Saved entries
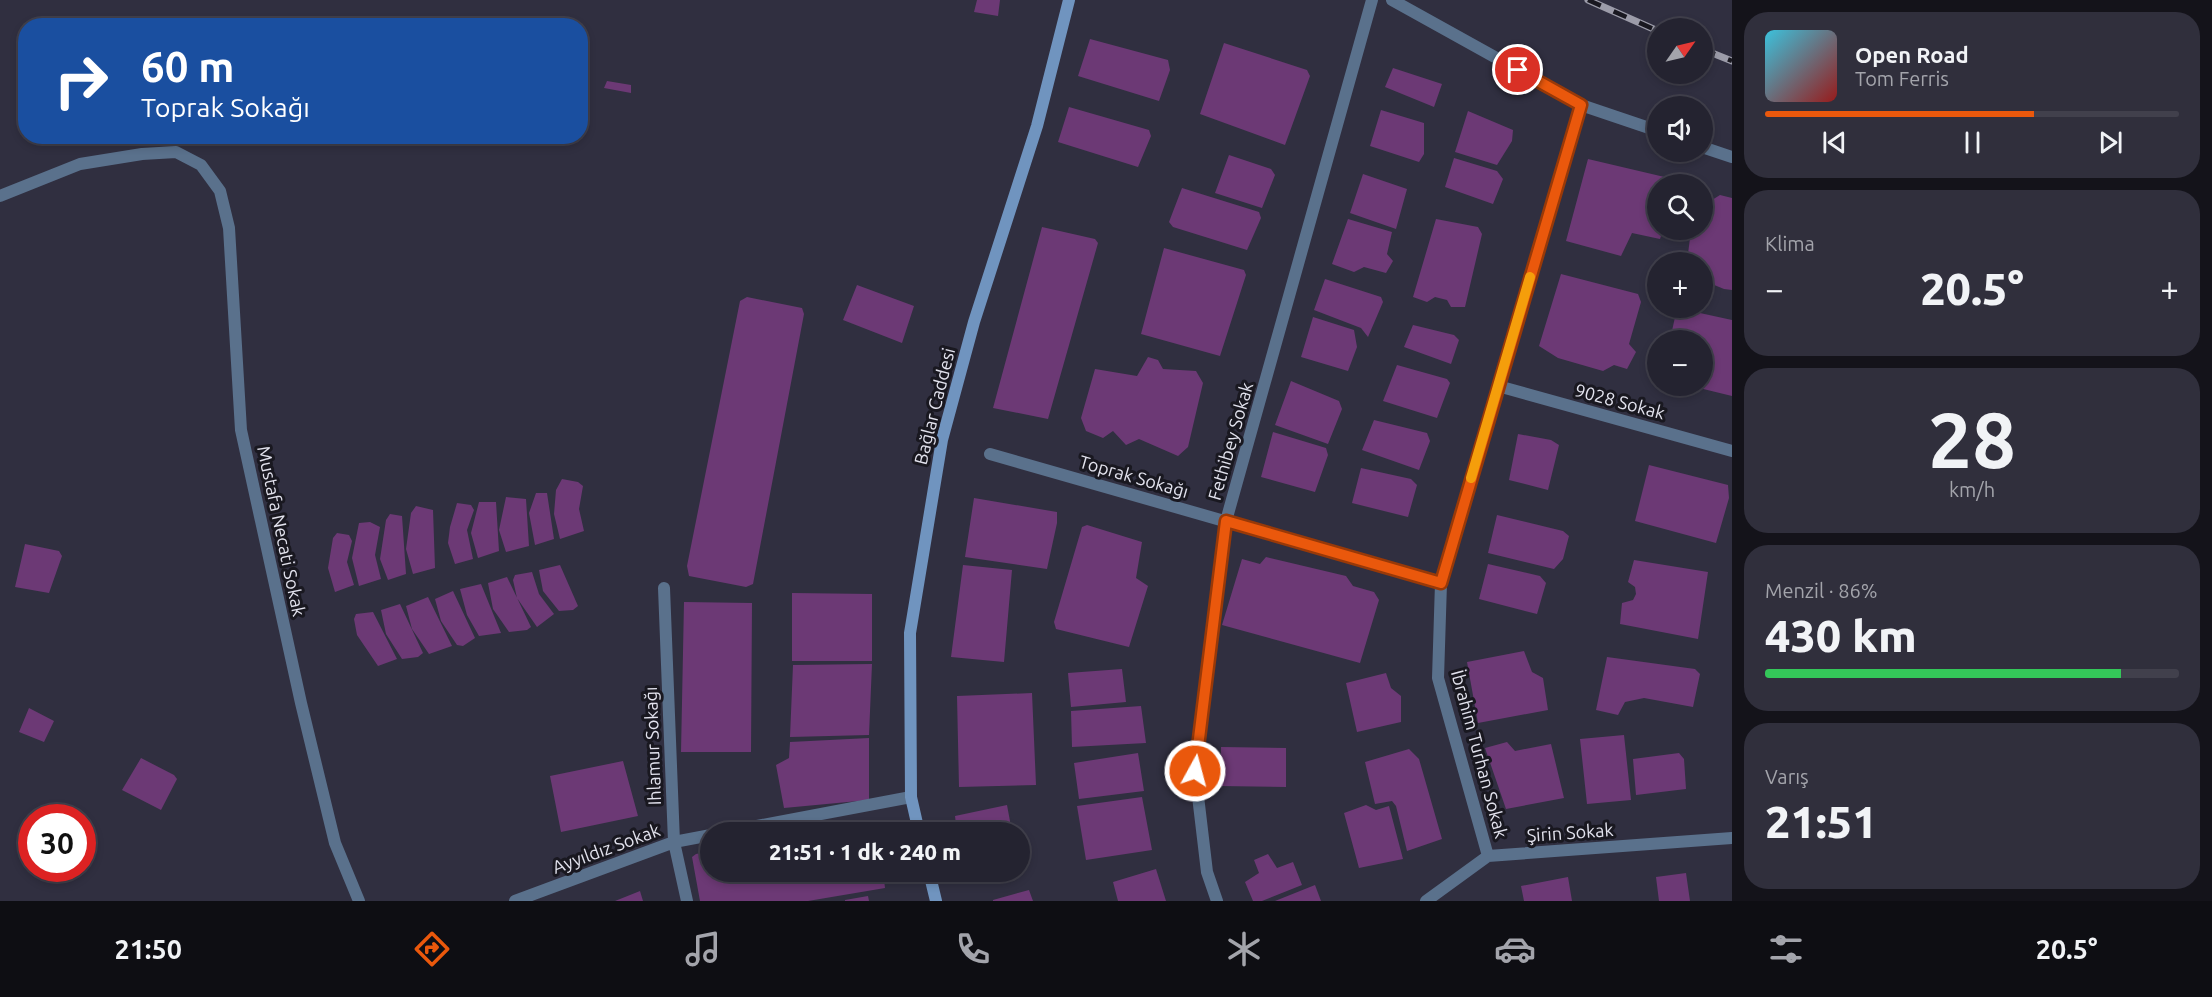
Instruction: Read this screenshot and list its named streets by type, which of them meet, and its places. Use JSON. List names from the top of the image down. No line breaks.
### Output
{"streets":{"main road":["Bağlar Caddesi"],"street":["9028 Sokak","Fethibey Sokak","Toprak Sokağı","Mustafa Necati Sokak","Ihlamur Sokağı","İbrahim Turhan Sokak","Şirin Sokak","Ayyıldız Sokak"]},"crossings":[["9028 Sokak","İbrahim Turhan Sokak"],["Fethibey Sokak","Toprak Sokağı"],["Toprak Sokağı","İbrahim Turhan Sokak"],["Ihlamur Sokağı","Ayyıldız Sokak"],["İbrahim Turhan Sokak","Şirin Sokak"]],"north":"top right","page":{"map_buttons":["+","−"],"turn":["60 m","Toprak Sokağı"],"song":["Open Road","Tom Ferris"],"tile":["Klima",["28","km/h"],["Menzil · 86%","430 km"],["Varış","21:51"]],"heat":["−","20.5°","+"],"limit":"30","trip":"21:51 · 1 dk · 240 m","tabs":["21:50","20.5°"]}}
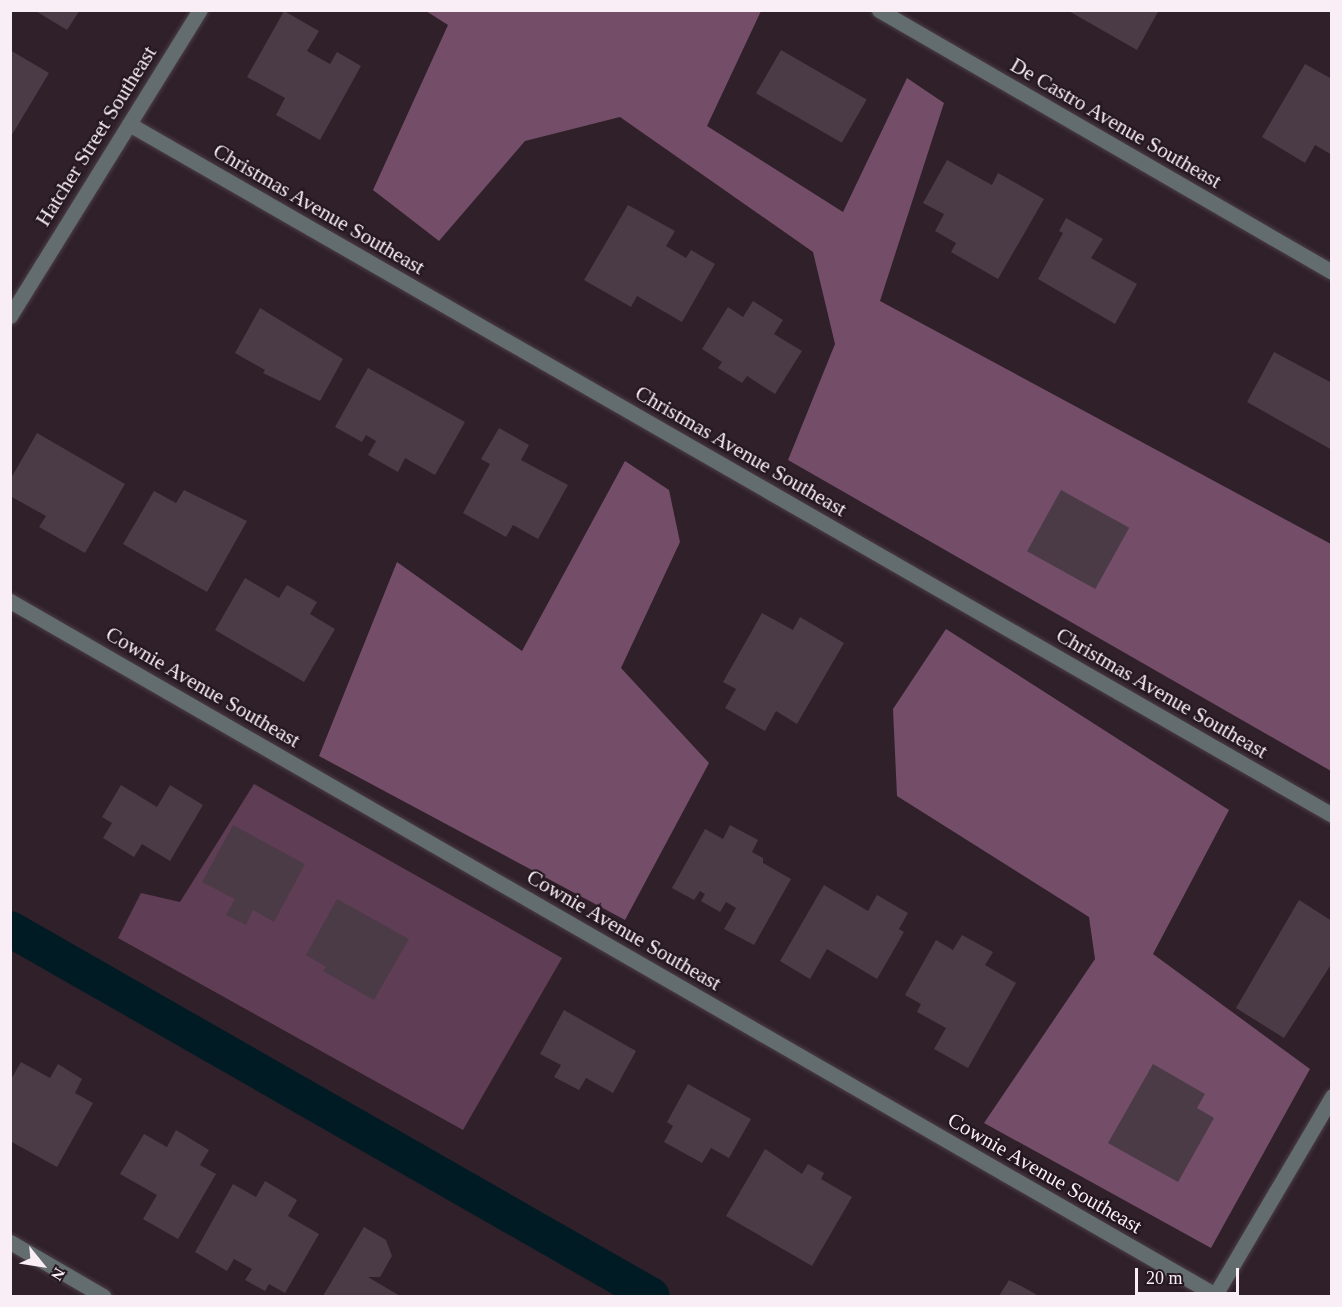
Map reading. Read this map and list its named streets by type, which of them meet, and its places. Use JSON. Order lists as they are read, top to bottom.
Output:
{
  "streets": {
    "street": [
      "De Castro Avenue Southeast",
      "Hatcher Street Southeast",
      "Christmas Avenue Southeast",
      "Cownie Avenue Southeast"
    ]
  },
  "crossings": [
    ["Hatcher Street Southeast", "Christmas Avenue Southeast"]
  ],
  "scale_bar": "20 m",
  "north": "bottom right"
}
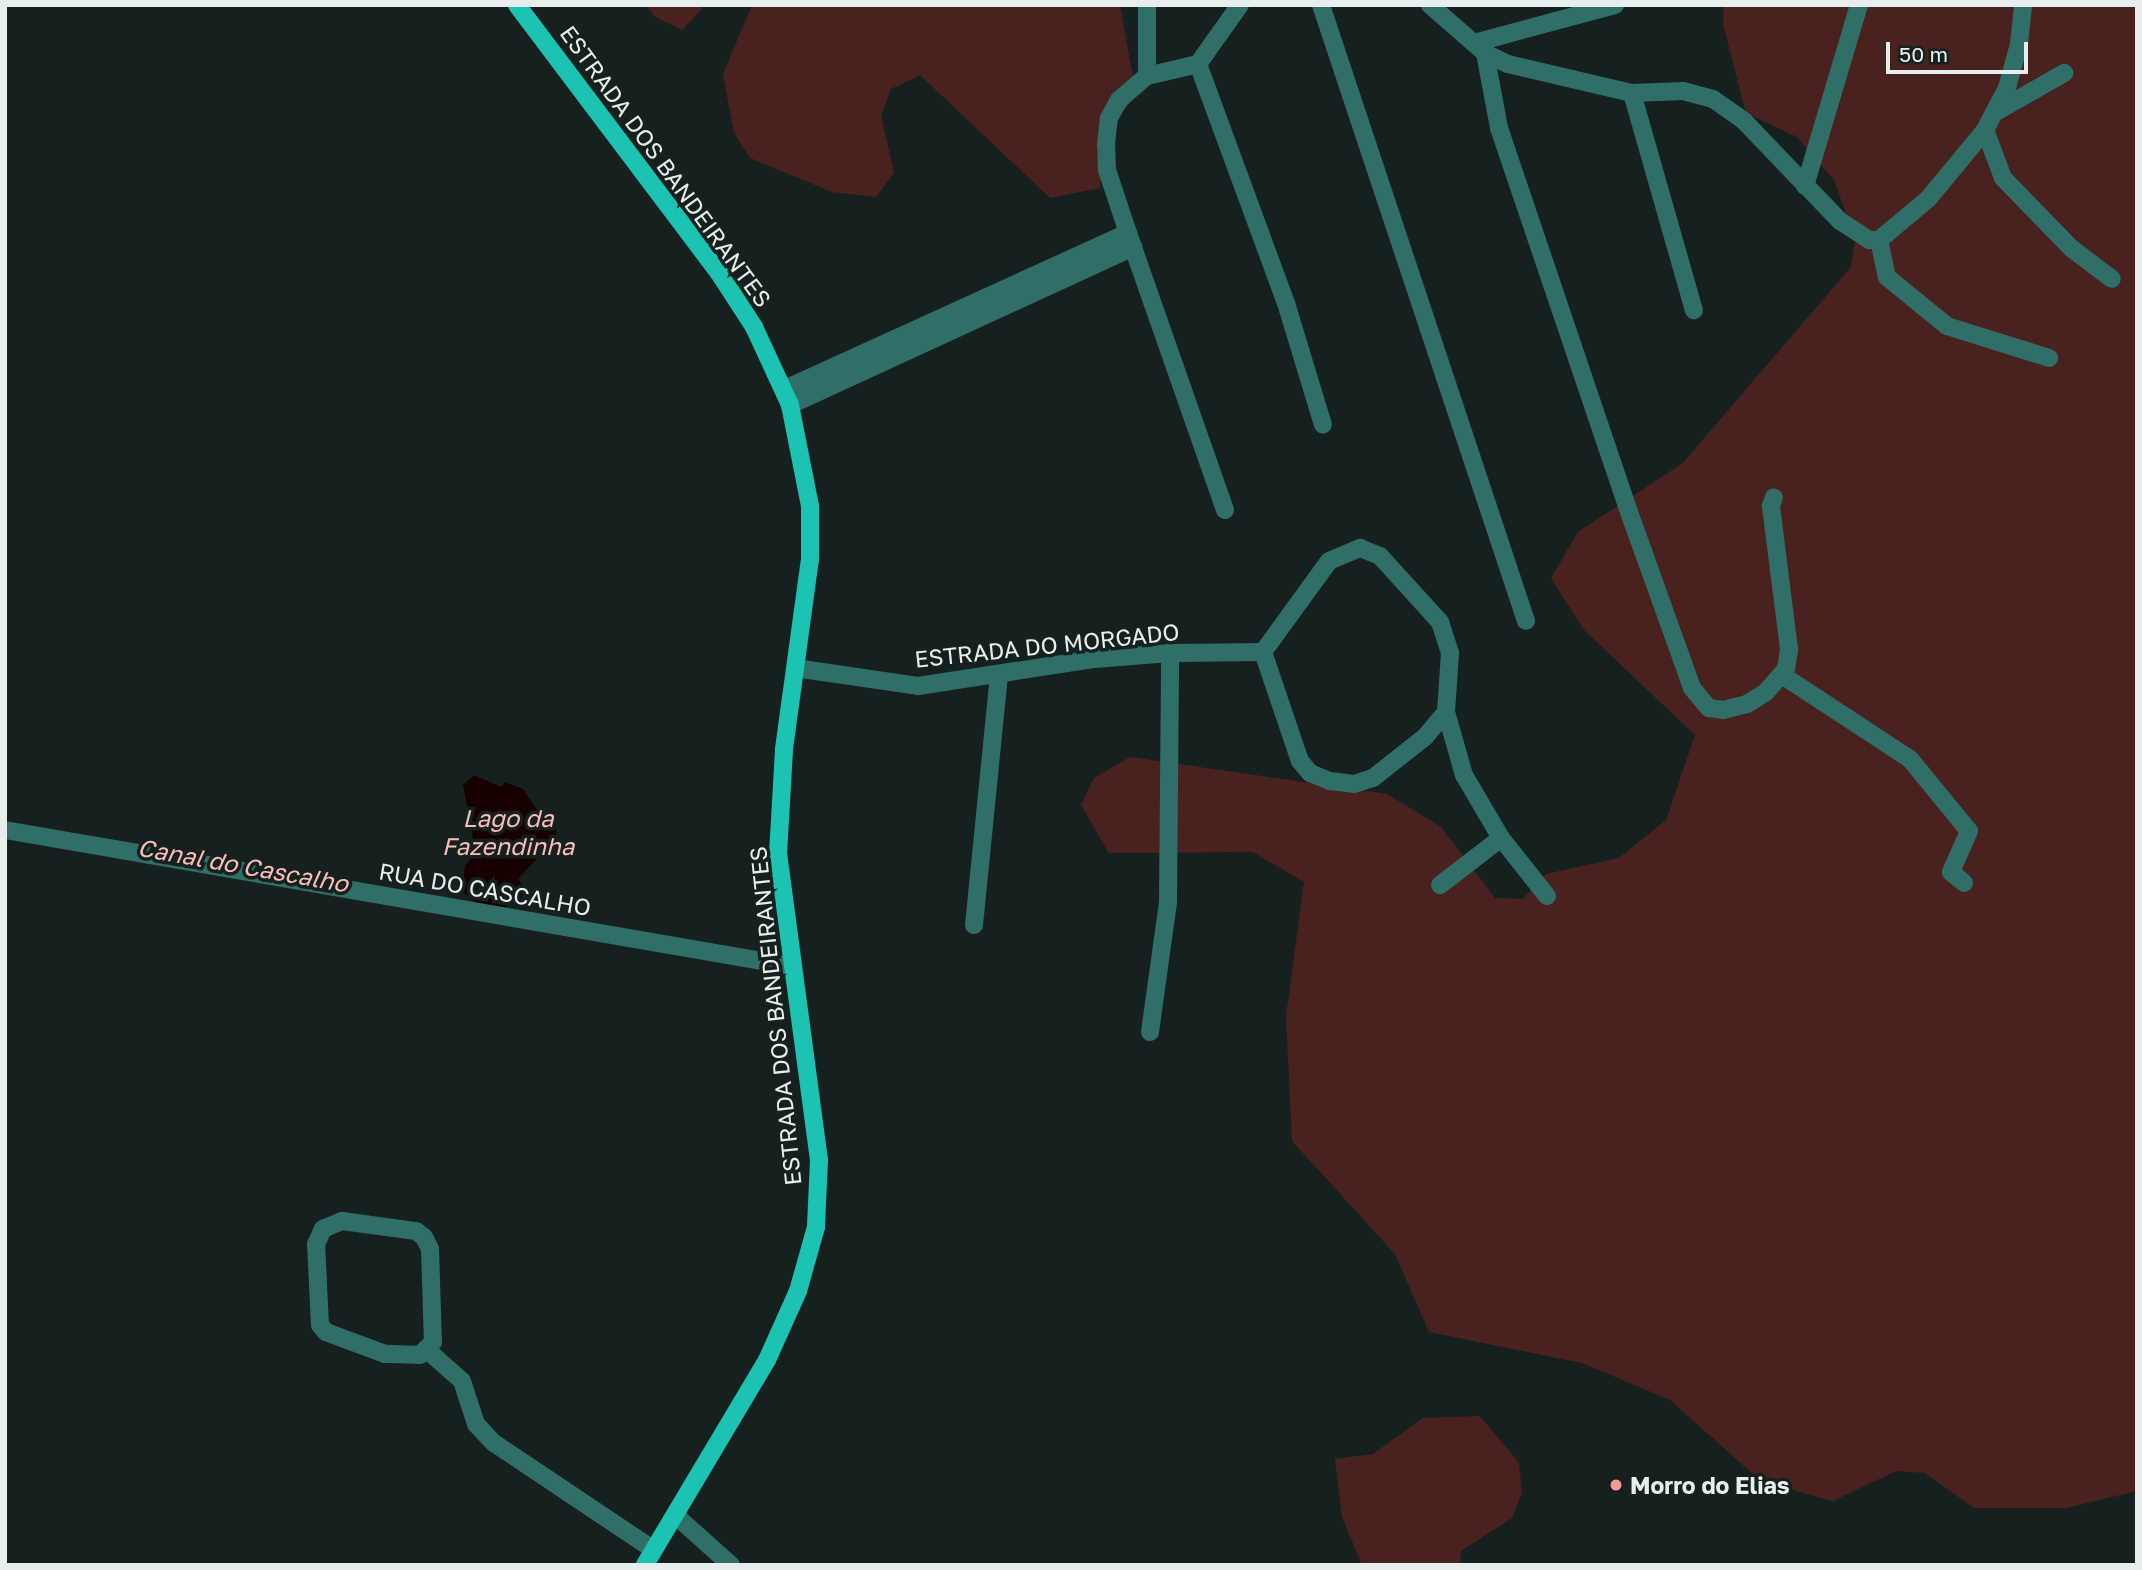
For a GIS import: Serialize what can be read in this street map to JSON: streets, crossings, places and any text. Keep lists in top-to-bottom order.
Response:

▶ [WHAT THIS TASK INVOLVES]
Every line above carrying the word "named" needs to be shown.

▶ [EXPECTED OUTPUT]
Instruction: Read this screenshot and list its named streets by type, which of them meet, and its places. Use JSON. List names from the top of the image down. No line breaks.
Map reading. Read this map and list its named streets by type, which of them meet, and its places. Use JSON. Order lists as they are read, top to bottom.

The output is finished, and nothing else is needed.